(Saved data entries)
+++
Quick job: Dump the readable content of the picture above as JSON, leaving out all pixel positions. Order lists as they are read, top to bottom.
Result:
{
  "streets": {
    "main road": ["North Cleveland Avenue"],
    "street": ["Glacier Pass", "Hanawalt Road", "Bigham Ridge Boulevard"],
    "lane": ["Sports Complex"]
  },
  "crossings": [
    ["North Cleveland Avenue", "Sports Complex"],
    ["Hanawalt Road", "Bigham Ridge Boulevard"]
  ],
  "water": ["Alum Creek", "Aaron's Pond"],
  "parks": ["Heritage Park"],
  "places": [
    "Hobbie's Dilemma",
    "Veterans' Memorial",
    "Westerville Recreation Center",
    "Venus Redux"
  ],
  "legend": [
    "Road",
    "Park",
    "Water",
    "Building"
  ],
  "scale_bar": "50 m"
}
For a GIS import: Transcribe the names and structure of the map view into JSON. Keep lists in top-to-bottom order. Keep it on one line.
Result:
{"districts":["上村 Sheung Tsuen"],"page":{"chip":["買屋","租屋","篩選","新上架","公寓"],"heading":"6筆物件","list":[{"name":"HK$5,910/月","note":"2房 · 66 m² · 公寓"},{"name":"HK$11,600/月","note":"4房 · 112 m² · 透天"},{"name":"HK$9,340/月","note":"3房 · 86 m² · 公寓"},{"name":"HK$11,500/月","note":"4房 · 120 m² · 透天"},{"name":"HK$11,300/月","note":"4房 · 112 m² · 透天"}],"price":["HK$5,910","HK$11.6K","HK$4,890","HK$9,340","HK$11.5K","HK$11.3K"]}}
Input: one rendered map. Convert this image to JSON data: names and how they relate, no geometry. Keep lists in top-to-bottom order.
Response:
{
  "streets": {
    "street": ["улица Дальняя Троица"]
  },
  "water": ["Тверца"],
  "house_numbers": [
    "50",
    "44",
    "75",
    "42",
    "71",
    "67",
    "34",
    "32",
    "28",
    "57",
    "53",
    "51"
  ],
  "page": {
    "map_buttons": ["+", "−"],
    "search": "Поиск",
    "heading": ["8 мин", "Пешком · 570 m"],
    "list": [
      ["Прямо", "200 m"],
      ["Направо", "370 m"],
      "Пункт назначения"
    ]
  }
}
+++
-- TASK STATEMENT --
From the data, pick out every line that includes "names".

-- RESULT FOR THIS TASK --
For a GIS import: Transcribe the names and structure of the map view into JSON. Keep lists in top-to-bottom order. Keep it on one line.
Input: one rendered map. Convert this image to JSON data: names and how they relate, no geometry. Keep lists in top-to-bottom order.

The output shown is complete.